*Material to process*:
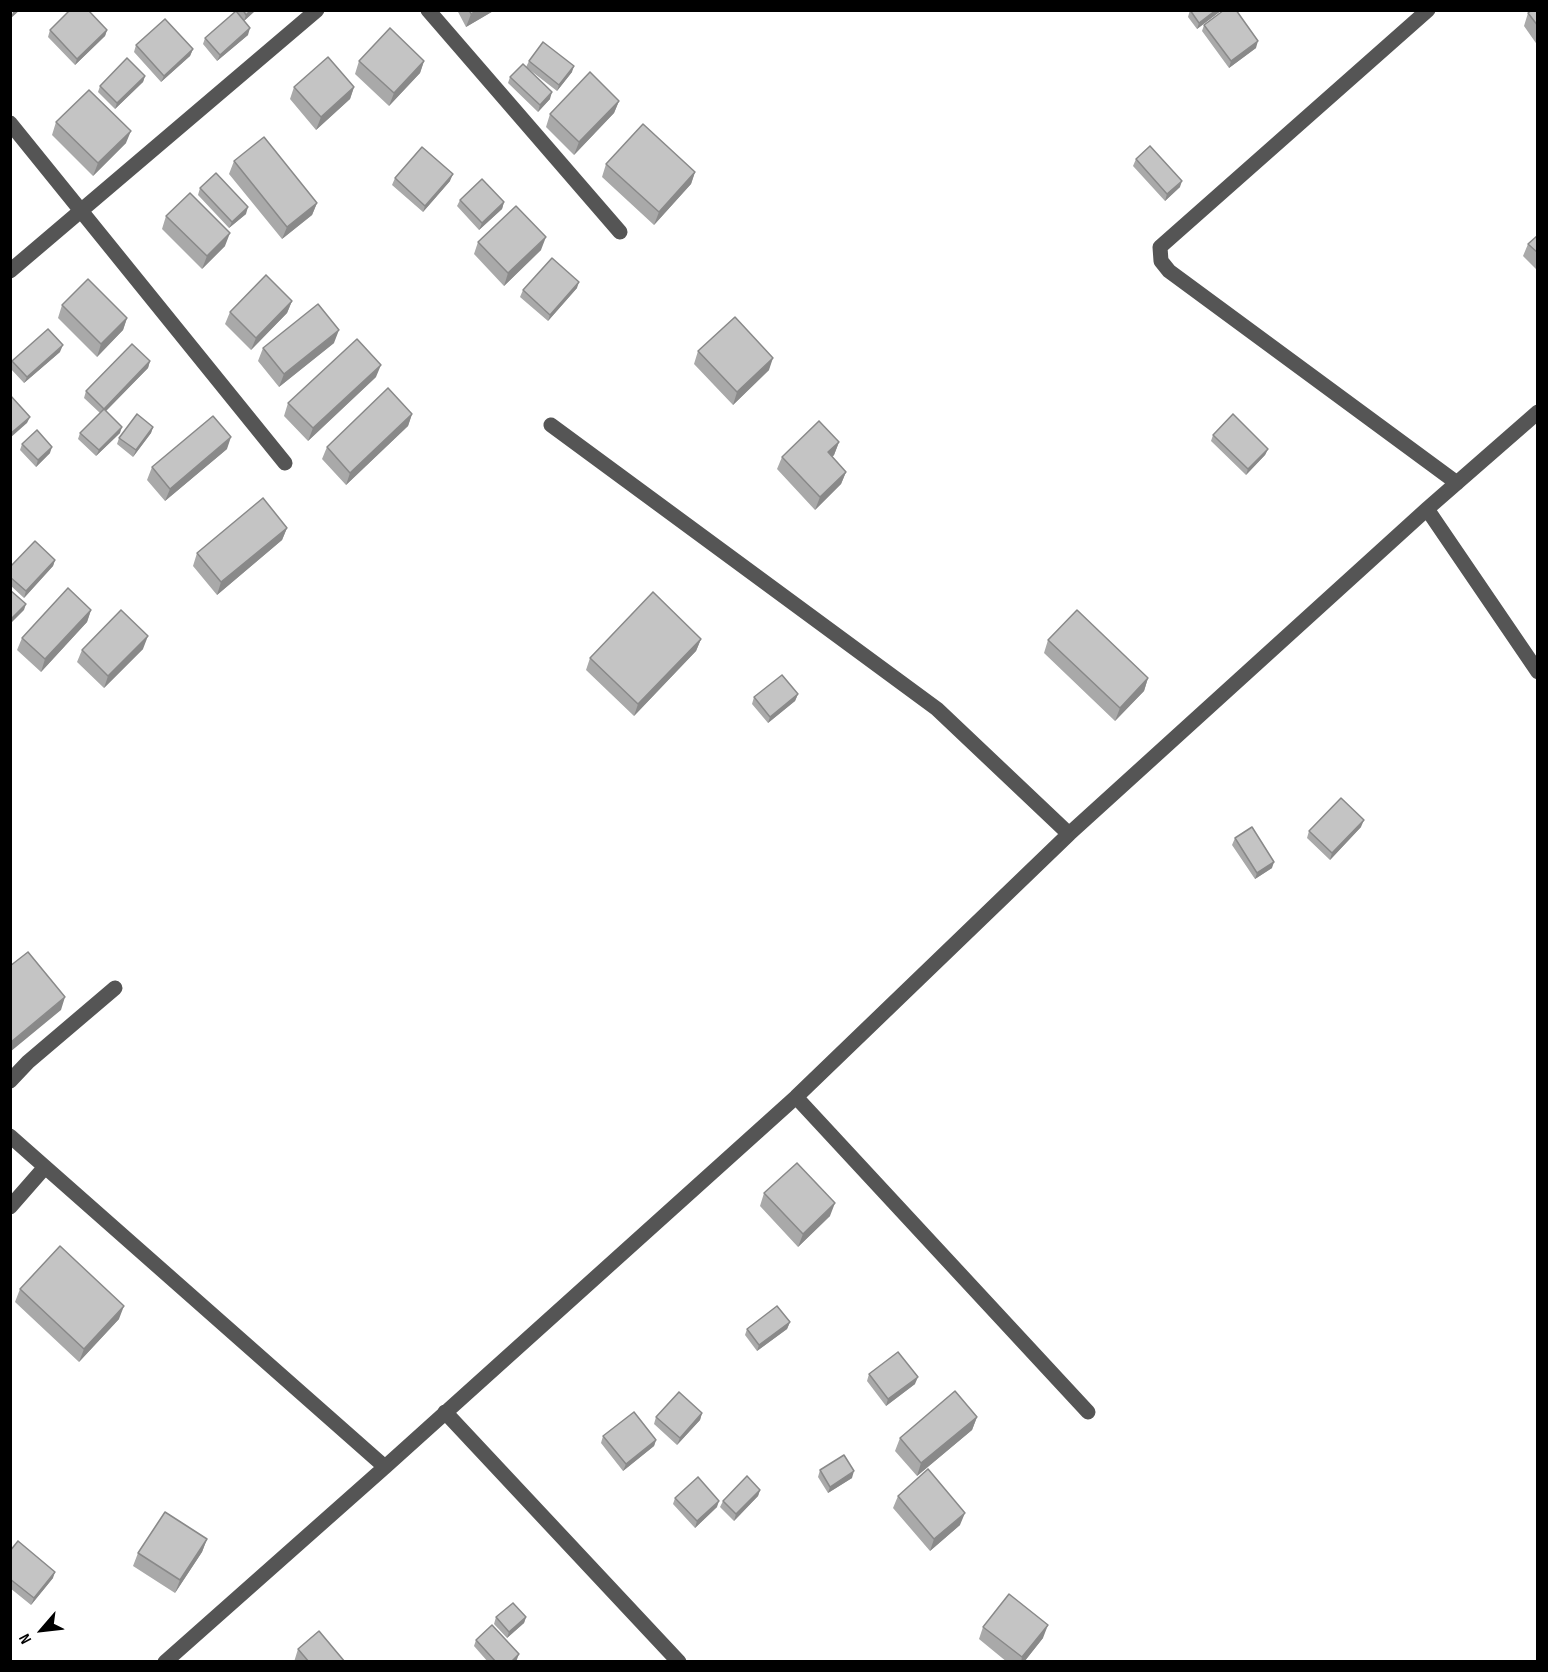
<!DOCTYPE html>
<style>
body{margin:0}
#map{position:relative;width:1548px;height:1672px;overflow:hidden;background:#fff;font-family:"Sofia Sans Condensed",sans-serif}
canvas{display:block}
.frame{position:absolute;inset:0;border:12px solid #000;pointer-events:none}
.north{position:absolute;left:12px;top:1600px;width:60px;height:60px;-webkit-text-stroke:4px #fff;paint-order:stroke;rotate:242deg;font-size:16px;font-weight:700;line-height:24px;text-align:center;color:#000}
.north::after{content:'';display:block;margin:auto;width:21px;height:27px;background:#000;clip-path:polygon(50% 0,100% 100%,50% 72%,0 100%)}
</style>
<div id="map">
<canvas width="1548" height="1672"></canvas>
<div class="frame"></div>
<div class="north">N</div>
</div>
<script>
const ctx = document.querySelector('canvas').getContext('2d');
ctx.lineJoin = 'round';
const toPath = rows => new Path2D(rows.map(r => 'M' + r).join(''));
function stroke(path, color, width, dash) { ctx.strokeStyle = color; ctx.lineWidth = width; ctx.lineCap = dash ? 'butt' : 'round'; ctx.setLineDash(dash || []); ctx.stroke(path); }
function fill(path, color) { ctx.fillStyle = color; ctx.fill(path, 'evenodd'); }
stroke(toPath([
 [428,10,620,232],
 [1428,10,1160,247,1161,261,1169,271,1457,483],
 [10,123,285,463],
 [10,271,317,10],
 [551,425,937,709,1069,834],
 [1427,509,1538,672],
 [10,1081,28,1062,115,988],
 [796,1097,1088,1412],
 [10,1136,385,1467],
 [10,1207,45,1167],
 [445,1412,679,1662],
 [165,1662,385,1467,796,1097,1069,834,1427,509,1538,412]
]), '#555', 15);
fill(toPath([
 [235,10,256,10,244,21,248,35,217,61,203,44,205,38,236,12],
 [457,10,495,10,466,27],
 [1190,10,1222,10,1197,29,1188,17],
 [1538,10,1538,46,1524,26,1528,13],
 [1204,25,1256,48,1229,68,1202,31],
 [50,30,107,30,105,36,75,65,48,37],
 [136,45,193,49,190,56,161,82,134,52],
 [359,61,424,61,420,73,389,106,355,74],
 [529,61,572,72,557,91,526,67],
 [145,76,143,82,115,109,98,92,100,86],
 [510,77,550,99,538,112,508,83],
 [294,87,354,87,350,99,316,130,290,99],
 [619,101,614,113,574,155,546,127,550,114],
 [56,122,126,143,93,176,52,135],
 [1136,159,1180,187,1165,201,1133,166],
 [234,161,317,203,312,215,282,239,229,174],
 [606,164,695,172,691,184,654,225,602,177],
 [395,178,450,181,423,212,392,185],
 [200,188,246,214,229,228,198,195],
 [460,200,504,202,502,209,479,230,457,206],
 [166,216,225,246,202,269,162,229],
 [1538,235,1538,271,1523,256,1528,244],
 [478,242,541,250,504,286,474,254],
 [577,288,548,321,520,297,523,290],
 [292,301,287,313,251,350,225,324,230,312],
 [62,305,127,318,123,330,97,357,58,318],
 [334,343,279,387,258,361,263,348],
 [698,351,769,370,733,405,694,364],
 [60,352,24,383,10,368,12,361],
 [150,361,148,368,106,411,120,433,96,456,78,439,80,433,100,413,84,398,86,391],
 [376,377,308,441,284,416,288,403],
 [412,414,408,426,346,485,322,459,327,447],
 [153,427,151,433,133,457,117,444,119,438],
 [1213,435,1268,449,1265,455,1246,475,1211,441],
 [839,442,834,455,832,457,846,472,841,484,815,510,777,469,782,457],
 [22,444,50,453,36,467,20,450],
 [227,449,165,501,147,480,152,467],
 [287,528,282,540,217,595,193,566,197,553],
 [55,560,53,566,24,598,10,585,10,567],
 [91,610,87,622,41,672,17,650,22,638],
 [701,639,696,651,634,716,586,670,590,658],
 [1048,640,1148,678,1144,691,1115,721,1044,653],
 [143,649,104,688,77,662,82,650],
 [798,694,795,701,768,723,752,704,754,697],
 [1361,827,1330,860,1307,838,1309,831],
 [1235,838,1272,868,1255,879,1232,845],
 [764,1193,830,1216,798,1247,760,1206],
 [20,1289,119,1319,79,1362,15,1302],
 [790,1322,787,1329,757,1351,745,1335,747,1329],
 [869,1374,915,1384,886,1406,867,1381],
 [702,1413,700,1420,677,1445,654,1424,656,1417],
 [977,1417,972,1430,917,1476,895,1451,900,1438],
 [603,1436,656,1440,654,1446,623,1471,601,1443],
 [820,1470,852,1478,828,1493,818,1477],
 [760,1490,758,1496,734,1521,720,1507,723,1501],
 [898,1496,960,1525,930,1551,893,1508],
 [675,1498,717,1507,695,1528,673,1504],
 [207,1539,202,1552,175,1593,133,1566,138,1553],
 [10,1551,53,1578,31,1605,10,1588],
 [496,1617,526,1617,524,1623,507,1638,494,1624],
 [983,1627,1043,1638,1024,1662,1007,1662,979,1639],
 [476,1640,517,1661,516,1662,488,1662,474,1646],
 [298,1649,345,1662,294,1662]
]), '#a9a9a9');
fill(toPath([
 [15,10,20,10,10,19,13,12],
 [251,10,256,10,244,21,246,15],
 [477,10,495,10,466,27,471,14],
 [1216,10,1222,10,1197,29,1199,23],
 [250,28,248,35,217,61,220,55],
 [107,30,105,36,75,65,77,59],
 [1258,41,1256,48,1229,68,1231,61],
 [193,49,190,56,161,82,164,76],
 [424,61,420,73,389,106,394,93],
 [574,66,572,72,557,91,559,85],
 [145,76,143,82,115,109,117,103],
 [354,87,350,99,316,130,321,117],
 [552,92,550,99,538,112,540,105],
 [619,101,614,113,574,155,579,142],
 [131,131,126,143,93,176,98,163],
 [695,172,691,184,654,225,659,212],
 [453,174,450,181,423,212,425,206],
 [1182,181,1180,187,1165,201,1167,194],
 [504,202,502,209,479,230,482,223],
 [317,203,312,215,282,239,287,227],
 [248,207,246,214,229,228,232,222],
 [230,233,225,246,202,269,207,256],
 [546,237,541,250,504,286,508,273],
 [579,282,577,288,548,321,550,315],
 [292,301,287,313,251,350,256,338],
 [127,318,123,330,97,357,101,344],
 [339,330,334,343,279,387,284,374],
 [63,345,60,352,24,383,27,377],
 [773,358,769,370,733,405,737,392],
 [150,361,148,368,102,415,104,409],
 [381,365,376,377,308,441,313,428],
 [412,414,408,426,346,485,350,473],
 [30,417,27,423,10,438,10,434],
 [122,427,120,433,96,456,99,450],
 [153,427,151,433,133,457,136,450],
 [231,437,227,449,165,501,170,489],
 [839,442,834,455,824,465,828,452],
 [52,447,50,453,36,467,38,460],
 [1268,449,1265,455,1246,475,1248,469],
 [846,472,841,484,815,510,820,497],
 [287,528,282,540,217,595,221,582],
 [55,560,53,566,24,598,26,591],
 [26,604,24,610,10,624,10,620],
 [91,610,87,622,41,672,45,659],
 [148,636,143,649,104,688,108,676],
 [701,639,696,651,634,716,638,704],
 [1148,678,1144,691,1115,721,1120,708],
 [798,694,795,701,768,723,770,717],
 [1364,820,1361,827,1330,860,1332,853],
 [1274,862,1272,868,1255,879,1257,873],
 [65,997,61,1010,10,1052,11,1042],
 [835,1203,830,1216,798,1247,803,1234],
 [124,1306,119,1319,79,1362,84,1349],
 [790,1322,787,1329,757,1351,759,1345],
 [918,1377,915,1384,886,1406,888,1399],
 [702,1413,700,1420,677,1445,680,1438],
 [977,1417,972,1430,917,1476,921,1463],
 [656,1440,654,1446,623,1471,626,1464],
 [854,1471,852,1478,828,1493,830,1487],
 [760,1490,758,1496,734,1521,736,1514],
 [719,1501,717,1507,695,1528,697,1521],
 [965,1513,960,1525,930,1551,934,1539],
 [207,1539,202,1552,175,1593,180,1580],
 [55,1572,53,1578,31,1605,34,1598],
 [526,1617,524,1623,507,1638,509,1632],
 [1048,1625,1043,1638,1024,1662,1021,1662,1022,1657],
 [519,1654,516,1662,511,1662]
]), '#898989');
const building = toPath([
 [70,10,88,10,107,30,77,59,50,30,70,10],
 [243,10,251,10,246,15,243,10],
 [469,10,477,10,471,14,469,10],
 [1190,10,1216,10,1199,23,1190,10],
 [1224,10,1236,10,1258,41,1231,61,1204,25,1224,10],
 [1532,10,1538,10,1538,26,1528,13,1532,10],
 [236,11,250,28,220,55,205,38,236,11],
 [165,19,193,49,164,76,136,45,165,19],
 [390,28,424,61,394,93,359,61,390,28],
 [543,42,574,66,559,85,529,61,543,42],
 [328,57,354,87,321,117,294,87,328,57],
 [127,58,145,76,117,103,100,86,127,58],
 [523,64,552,92,540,105,510,77,523,64],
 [590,72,619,101,579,142,550,114,590,72],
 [89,90,131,131,98,163,56,122,89,90],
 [643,124,695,172,659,212,606,164,643,124],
 [264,137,317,203,287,227,234,161,264,137],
 [1150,146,1182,181,1167,194,1136,159,1150,146],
 [422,147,453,174,425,206,395,178,422,147],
 [216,173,248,207,232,222,200,188,216,173],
 [482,179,504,202,482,223,460,200,482,179],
 [190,193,230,233,207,256,166,216,190,193],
 [516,206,546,237,508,273,478,242,516,206],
 [1538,235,1538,253,1528,244,1538,235],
 [552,258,579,282,550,315,523,290,552,258],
 [266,275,292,301,256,338,230,312,266,275],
 [88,279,127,318,101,344,62,305,88,279],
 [318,304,339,330,284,374,263,348,318,304],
 [735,317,773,358,737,392,698,351,735,317],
 [48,329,63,345,27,377,12,361,48,329],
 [357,339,381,365,313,428,288,403,357,339],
 [132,344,150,361,104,409,86,391,132,344],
 [388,388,412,414,350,473,327,447,388,388],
 [10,395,30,417,10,434,10,395],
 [104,409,122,427,99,450,80,433,104,409],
 [137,414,153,427,136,450,119,438,137,414],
 [1233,414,1268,449,1248,469,1213,435,1233,414],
 [213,416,231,437,170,489,152,467,213,416],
 [819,421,839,442,828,452,846,472,820,497,782,457,819,421],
 [37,430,52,447,38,460,22,444,37,430],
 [263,498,287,528,221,582,197,553,263,498],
 [35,541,55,560,26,591,10,577,10,567,35,541],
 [68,588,91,610,45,659,22,638,68,588],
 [10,590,26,604,10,620,10,590],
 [653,592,701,639,638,704,590,658,653,592],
 [121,610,148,636,108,676,82,650,121,610],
 [1077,610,1148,678,1120,708,1048,640,1077,610],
 [782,675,798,694,770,717,754,697,782,675],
 [1341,798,1364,820,1332,853,1309,831,1341,798],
 [1252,827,1274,862,1257,873,1235,838,1252,827],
 [28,952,65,997,11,1042,10,1041,10,966,28,952],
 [797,1163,835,1203,803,1234,764,1193,797,1163],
 [60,1246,124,1306,84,1349,20,1289,60,1246],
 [777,1306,790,1322,759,1345,747,1329,777,1306],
 [898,1352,918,1377,888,1399,869,1374,898,1352],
 [955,1391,977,1417,921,1463,900,1438,955,1391],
 [679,1392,702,1413,680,1438,656,1417,679,1392],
 [634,1412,656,1440,626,1464,603,1436,634,1412],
 [844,1455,854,1471,830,1487,820,1470,844,1455],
 [928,1469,965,1513,934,1539,898,1496,928,1469],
 [747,1476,760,1490,736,1514,723,1501,747,1476],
 [698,1477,719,1501,697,1521,675,1498,698,1477],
 [165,1512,207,1539,180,1580,138,1553,165,1512],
 [18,1541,55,1572,34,1598,10,1579,10,1551,18,1541],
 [1009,1594,1048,1625,1022,1657,983,1627,1009,1594],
 [513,1603,526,1617,509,1632,496,1617,513,1603],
 [492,1625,519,1654,511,1662,496,1662,476,1640,492,1625],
 [319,1631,345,1662,309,1662,298,1649,319,1631]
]);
fill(building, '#c4c4c4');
stroke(building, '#898989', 1.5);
</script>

*Work request*:
Lines with "canvas" in them: work out how many there are in the listing and give the figure alone.

*Your response*:
3